JOHANNESBURG (Reuters) - About two-thirds of people think video replays should be used to avert refereeing blunders like those that marred two World Cup games at the weekend, a survey showed on Thursday.
England and Mexico fell victim to howlers by officials in their second-round matches on Sunday, prompting an apology from FIFA president Sepp Blatter.
Blatter, who rejected the use of goalline technology just three months ago, said the game’s governing body would now look again at the issue, although he ruled out using video replays.
The New York-based Nielsen Company surveyed 27,000 people in 55 countries on questions related to soccer’s biggest event, including whether referees should have video replays to help them make close calls.

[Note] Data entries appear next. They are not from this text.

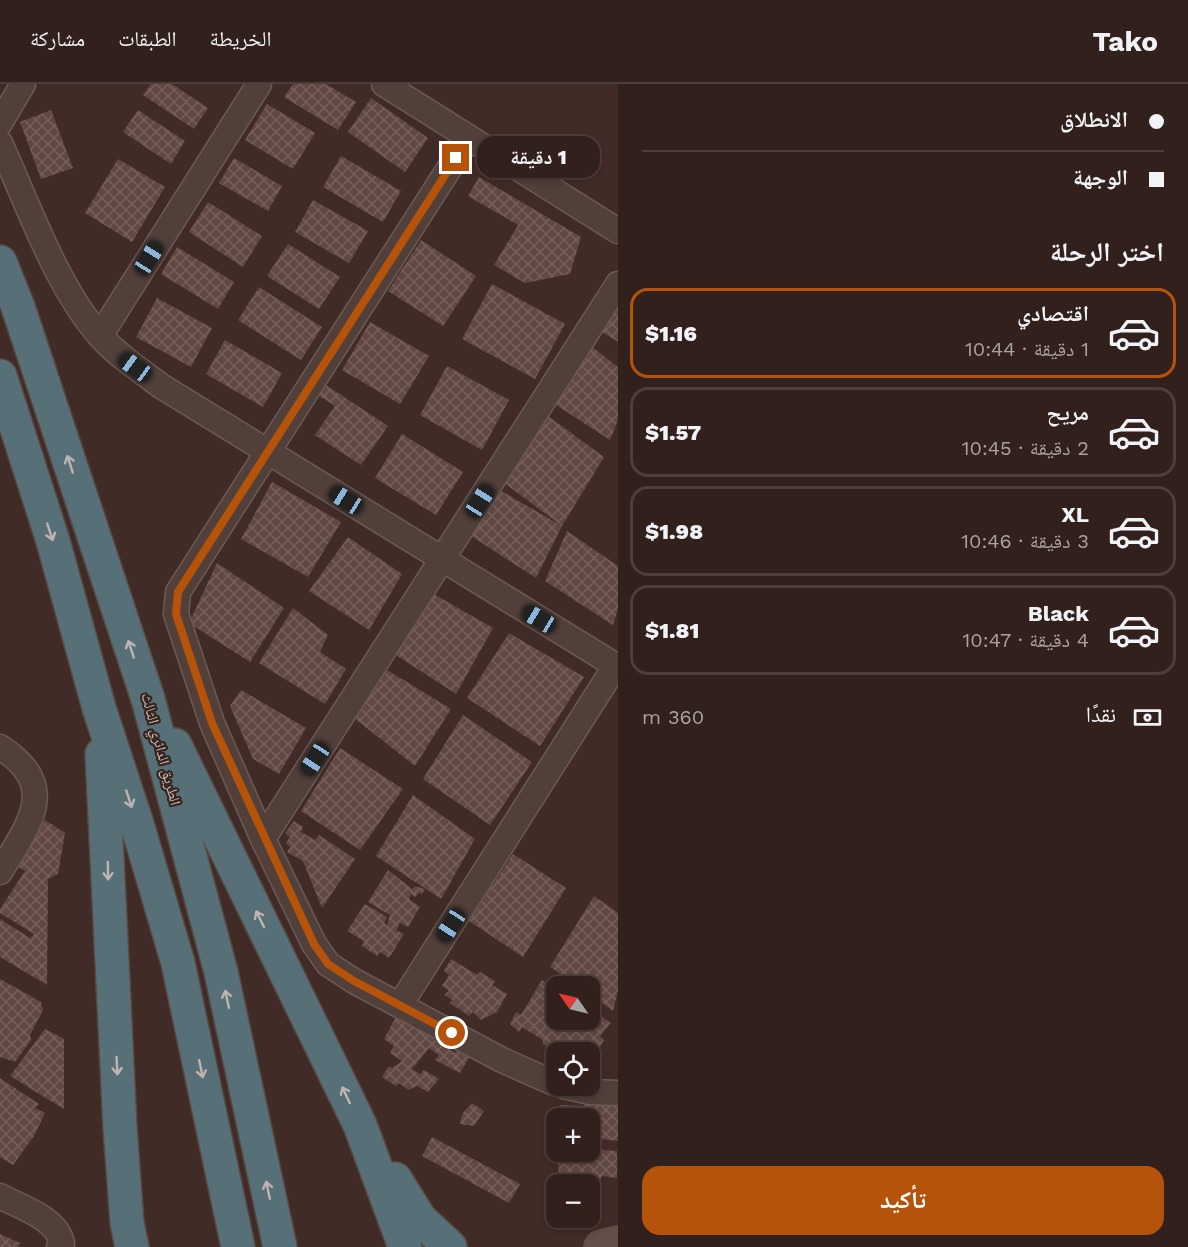 <!DOCTYPE html>
<html lang="ar">
<meta charset="utf-8">
<style>
:root{--surface:#31201c;--page:#392825;--text:#f1f3f6;--muted:#a8a3a3;--line:#4c3e3b;--accent:#b45309}
body{margin:0;font-family:"Work Sans","Noto Naskh Arabic",sans-serif;background:var(--page);color:var(--text);direction:rtl;height:100vh;display:flex;flex-direction:column;font-size:22px;white-space:nowrap}
*{box-sizing:border-box;margin:0}
p{font-size:20px;color:var(--muted)}
.icon{flex:none;width:33px;height:33px;fill:none;stroke:currentColor;stroke-width:2;stroke-linecap:round;stroke-linejoin:round}
.map{position:relative;flex:1;overflow:hidden;direction:ltr}
.drawer{display:flex;flex-direction:column;background:var(--surface);width:570px}
.drawer>*{flex:none}
.top-card{display:grid;align-content:center;height:132px;padding:0 24px;background:var(--surface)}
.needle{width:39px;rotate:304deg}
.controls{position:absolute;left:546px;top:892px;display:grid;gap:12px}
.controls a{display:grid;place-items:center;width:54px;height:54px;border-radius:12px;background:var(--surface);box-shadow:0 3px 9px #0003,0 0 0 2px var(--line);font-size:30px}
.end{position:absolute;width:27px;height:27px;margin:-14px;border:8px solid #b45309;background:#fff;box-shadow:0 0 0 3px #fff}
.from{border-radius:50%}
.bubble{position:absolute;height:42px;border-radius:18px;background:var(--surface);box-shadow:0 3px 9px #0003,0 0 0 2px var(--line);font-size:20px;font-weight:800;line-height:42px;text-align:center;direction:rtl}
.car{position:absolute;width:18px;height:36px;margin:-18px -9px;border-radius:8px;box-shadow:0 0 4px 2px #0007;background:linear-gradient(#222 24%,#8ab4d8 0 40%,#222 0 76%,#8ab4d8 0 86%,#222 0)}
.top-card b{display:flex;align-items:center;gap:21px;height:57px;font-size:22px}
.top-card b+b{border-top:2px solid var(--line)}
.top-card i{width:15px;height:15px;background:var(--text)}
ul{padding:0;list-style:none}
li{display:flex;align-items:center;gap:18px;height:90px;margin:0 12px 9px;padding:0 12px;border:3px solid var(--line);border-radius:18px}
li div{flex:1}
li b{display:block;font-size:22px}
li em{font-style:normal;font-weight:800}
li.on{border-color:var(--accent)}
li>.icon{width:54px;height:54px;stroke-width:1.5}
h2{padding:0 24px;font-size:27px;line-height:72px}
.pay{display:flex;align-items:center;gap:15px;height:66px;padding:0 24px;font-size:22px}
.pay p{margin-inline-start:auto}
.cta{display:flex;gap:12px;margin-top:auto;padding:12px 24px}
.cta a{flex:1;height:69px;border-radius:18px;background:var(--accent);color:#fff;font-size:24px;font-weight:800;line-height:69px;text-align:center}
header{display:flex;align-items:center;gap:36px;box-sizing:border-box;height:84px;padding:0 30px;background:var(--surface);border-bottom:2px solid var(--line)}
header strong{font-size:28px}
nav{display:flex;gap:33px;margin-inline-start:auto;font-size:21px}
main{display:flex;flex:1;min-height:0}
.map>svg:first-child{display:block}
</style>
<header>
<strong>Tako</strong>
<nav><a>الخريطة</a><a>الطبقات</a><a>مشاركة</a></nav>
</header>
<main>
<section class="drawer">
<div class="top-card">
<b><i class="from"></i>الانطلاق</b>
<b><i></i>الوجهة</b>
</div>
<h2>اختر الرحلة</h2>
<ul>
<li class="on"><svg class="icon" aria-label="car" viewBox="0 0 24 24"><path d="M5 17H2v-5l4-1 3-4h7l3 4 3 1v5h-3M9 17h6M6 11h13"/><circle cx="7" cy="17" r="2"/><circle cx="17" cy="17" r="2"/></svg><div><b>اقتصادي</b><p>1 دقيقة · 10:44</p></div><em>$1.16</em></li>
<li><svg class="icon" aria-label="car" viewBox="0 0 24 24"><path d="M5 17H2v-5l4-1 3-4h7l3 4 3 1v5h-3M9 17h6M6 11h13"/><circle cx="7" cy="17" r="2"/><circle cx="17" cy="17" r="2"/></svg><div><b>مريح</b><p>2 دقيقة · 10:45</p></div><em>$1.57</em></li>
<li><svg class="icon" aria-label="car" viewBox="0 0 24 24"><path d="M5 17H2v-5l4-1 3-4h7l3 4 3 1v5h-3M9 17h6M6 11h13"/><circle cx="7" cy="17" r="2"/><circle cx="17" cy="17" r="2"/></svg><div><b>XL</b><p>3 دقيقة · 10:46</p></div><em>$1.98</em></li>
<li><svg class="icon" aria-label="car" viewBox="0 0 24 24"><path d="M5 17H2v-5l4-1 3-4h7l3 4 3 1v5h-3M9 17h6M6 11h13"/><circle cx="7" cy="17" r="2"/><circle cx="17" cy="17" r="2"/></svg><div><b>Black</b><p>4 دقيقة · 10:47</p></div><em>$1.81</em></li>
</ul>
<div class="pay"><svg class="icon" aria-label="cash" viewBox="0 0 24 24"><path d="M3 7h18v10H3z"/><circle cx="12" cy="12" r="2"/></svg>نقدًا<p>360 m</p></div>
<div class="cta"><a>تأكيد</a></div>
</section>
<div class="map">
<svg width="618" height="1163" viewBox="0 0 618 1163">
<defs>
<pattern id="building-cross-hatch" width="8" height="8" patternUnits="userSpaceOnUse" patternTransform="scale(1.5)"><rect width="8" height="8" fill="#614842"/><path d="M0 0l8 8M0 8l8-8" fill="none" stroke="#76605b"/></pattern>
</defs>
<rect width="100%" height="100%" fill="#412b26"/>
<!-- building -->
<path fill="url(#building-cross-hatch)" d="M151 0H172L208 24 194 45 143 11Z
M293 0H326L356 18 338 46 284 13Z
M371 14 428 54 405 88 348 48Z
M267 20 315 49 293 85 245 56Z
M51 26 73 84 41 95 20 38Z
M138 26 185 57 171 80 123 48Z
M341 72 401 107 383 138 323 103Z
M234 74 282 102 268 127 219 99Z
M118 75 165 103 132 158 85 129Z
M479 93 581 153 570 190 525 199 494 181 518 141 468 112Z
M313 116 368 147 349 179 295 148Z
M208 118 262 152 243 183 189 148Z
M421 156 476 192 443 242 388 207Z
M288 160 340 193 319 225 267 192Z
M177 163 234 198 218 225 161 190Z
M492 200 565 240 535 295 462 255Z
M259 203 322 243 301 276 238 236Z
M157 214 212 244 191 283 136 253Z
M618 225V258L602 248Z
M370 238 429 272 400 320 342 286Z
M225 256 282 289 263 323 206 290Z
M587 259 618 283V336L610 356 556 321Z
M447 282 509 316 482 366 420 331Z
M323 299 388 342 361 381 315 351 335 322 316 310Z
M548 332 604 373 562 442 503 398Z
M402 350 463 388 436 431 375 394Z
M272 398 341 438 308 493 241 455Z
M496 404 562 442 536 494 468 450Z
M567 447 618 482V525L613 541 545 497Z
M348 453 402 490 369 546 309 507Z
M217 479 284 524 250 578 189 539Z
M432 509 493 544 456 610 396 571Z
M293 524 328 551 320 568 346 585 325 620 259 579Z
M509 549 584 593 540 662 467 614Z
M387 586 451 625 415 682 354 634Z
M241 606 306 644 279 690 253 675 230 622Z
M463 631 532 678 490 741 423 695Z
M340 664 403 705 360 766 301 727Z
M413 711 475 755 441 815 376 772Z
M45 736 65 749 58 790 48 795 47 901 0 873V835L30 854 34 850 0 829V825L25 787 18 783Z
M294 737 303 743 301 748 315 756 319 751 355 775 322 824 303 777 287 768 290 763 286 759 290 753 285 749Z
M513 770 566 804 523 873 469 837Z
M388 786 412 805 415 802 425 805 422 810 419 809 415 813 411 810 409 815 420 823 408 843 400 839 396 846 404 850 389 874 380 868 377 872 362 862 364 857 347 847 365 820 387 833 384 839 387 841 390 831 368 818Z
M594 812 618 829V906L613 927 590 910V903H579L550 883Z
M451 875 477 891 480 888 495 897 492 901 507 910 497 928 481 936 473 928 469 932 450 919 453 916 444 911 449 907 442 902 449 891 444 887Z
M0 895 41 918 43 926 30 951 31 956 15 978 0 973Z
M542 896 556 905V936H590V925L611 939 600 952 604 956 596 969 589 964 586 968 579 964 576 969H570L560 960 552 966 543 960V956L522 943 519 948 510 940 516 928 521 931Z
M397 931 455 969 459 964 470 972 460 989 435 976 439 971 429 964 412 985 420 990 424 986 439 995 428 1008 417 1002 408 1006 399 999 396 1002 382 993 389 982 392 984 402 977 390 969 394 962 384 955Z
M45 945 64 955V1025L10 992Z
M0 994 39 1020 35 1024 45 1029 34 1052 13 1081 0 1073Z
M586 1012 618 1013V1057L590 1054V1035H558L560 1021 584 1022Z
M472 1019 484 1027 474 1042 460 1040 462 1030Z
M432 1053 520 1100 509 1119 422 1072Z
M590 1060 603 1066 617 1067V1094L602 1092 600 1096 590 1097 585 1092 559 1091 557 1068H572L571 1072 577 1073V1068H590Z
M0 1150 20 1159 18 1163H0Z"/>
<g fill="none" stroke-linecap="round" stroke-linejoin="round">
<defs>
<path id="street" d="M384 0 618 147
M0 39 23 0
M468 55 178 508 176 530 212 639 263 755 314 860 328 880 354 897 502 976 556 1000
M0 59C28 120 56 202 100 252 118 272 140 286 161 302L618 583
M100 252 259 0
M0 663C61 702 29 740 0 788
M263 755 618 200
M400 921 616 581
M563 1002 590 1008 618 1009
M0 1112C20 1123 57 1134 62 1159L59 1163"/>
<path id="secondary" d="M601 1163 618 1159"/>
<path id="highway" d="M0 178 18 223 148 615 221 888 280 1163
M0 292 53 457 99 624 137 740 178 879 238 1163
M175 661 360 1041 405 1163
M102 670 120 1043 127 1139 132 1163
M395 1095 420 1135 450 1163"/>
</defs>
<!-- street casing -->
<use href="#street" stroke="#6b5a55" stroke-width="27"/>
<!-- secondary casing -->
<use href="#secondary" stroke="#5a4944" stroke-width="36"/>
<!-- highway casing -->
<use href="#highway" stroke="#584742" stroke-width="36"/>
<!-- street -->
<use href="#street" stroke="#513f3a" stroke-width="24"/>
<!-- secondary -->
<use href="#secondary" stroke="#644f48" stroke-width="33"/>
<!-- highway -->
<use href="#highway" stroke="#577077" stroke-width="33"/>
</g>
<!-- one-way arrows -->
<defs><path id="oneway-shaft" d="M-6 0H5M1.5-3L5.5 0L1.5 3" fill="none" stroke-width="1.6" stroke-linecap="round" stroke-linejoin="round" transform="scale(1.5)"/></defs>
<g stroke="#bfb4b1">
<use href="#oneway-shaft" transform="translate(70 380) rotate(-108)"/>
<use href="#oneway-shaft" transform="translate(50 448) rotate(72)"/>
<use href="#oneway-shaft" transform="translate(131 565) rotate(-108)"/>
<use href="#oneway-shaft" transform="translate(129 715) rotate(72)"/>
<use href="#oneway-shaft" transform="translate(108 787) rotate(89)"/>
<use href="#oneway-shaft" transform="translate(260 835) rotate(-116)"/>
<use href="#oneway-shaft" transform="translate(227 915) rotate(-102)"/>
<use href="#oneway-shaft" transform="translate(117 982) rotate(87)"/>
<use href="#oneway-shaft" transform="translate(201 985) rotate(78)"/>
<use href="#oneway-shaft" transform="translate(346 1011) rotate(-115)"/>
<use href="#oneway-shaft" transform="translate(268 1106) rotate(-102)"/>
</g>
<g fill="none" stroke-linecap="round" stroke-linejoin="round">
<!-- route -->
<path stroke="#b45309" stroke-width="8" d="M452 949 354 897 328 880 314 860 212 639 176 530 178 508 456 74"/>
</g>
<g text-anchor="middle" dominant-baseline="central" stroke-width="4.5" stroke-linejoin="round" paint-order="stroke">
<!-- street labels -->
<g font-size="15" fill="#cbbcb7" stroke="#36241f">
<text transform="translate(161 665) rotate(75)">الطريق الدائري الثالث</text>
</g>
</g>
</svg>
<div class="controls">
<a><svg class="needle" viewBox="-14 -14 28 28"><path d="M0-13l5 13h-10z" fill="#e53935"/><path d="M0 13l5-13h-10z" fill="#a8a3a3"/></svg></a>
<a><svg class="icon" aria-label="locate" viewBox="0 0 24 24"><circle cx="12" cy="12" r="6"/><path d="M12 2v4M12 18v4M2 12h4M18 12h4"/></svg></a>
<a>+</a>
<a>−</a>
</div>
<i class="end from" style="left:452px;top:949px"></i>
<i class="end" style="left:456px;top:74px"></i>
<div class="bubble" style="left:477px;top:52px;width:123px">1 دقيقة</div>
<i class="car" style="left:149px;top:174px;rotate:32deg"></i>
<i class="car" style="left:135px;top:283px;rotate:306deg"></i>
<i class="car" style="left:346px;top:416px;rotate:302deg"></i>
<i class="car" style="left:480px;top:417px;rotate:32deg"></i>
<i class="car" style="left:539px;top:535px;rotate:301deg"></i>
<i class="car" style="left:315px;top:675px;rotate:213deg"></i>
<i class="car" style="left:451px;top:841px;rotate:213deg"></i>
</div>
</main>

Sixty-five percent of them backed the use of video replays at the World Cup. Only about one in 10 respondents said the ban should stay, while the rest were undecided, the research company said in a statement.
Technology is already used in other major sports such as cricket and tennis.
Nielsen’s online poll showed regional support for video technology to be used at the World Cup was strongest in South America, where 79 percent respondents thought FIFA should change its position.
However, in Ireland, whose team lost a playoff to reach the World Cup finals after an infamous handball by France’s Thierry Henry, 84 percent of people said video assistance was a good idea.
The company said online discussion about video replays soared after the refereeing decisions that hit England and Mexico at the weekend.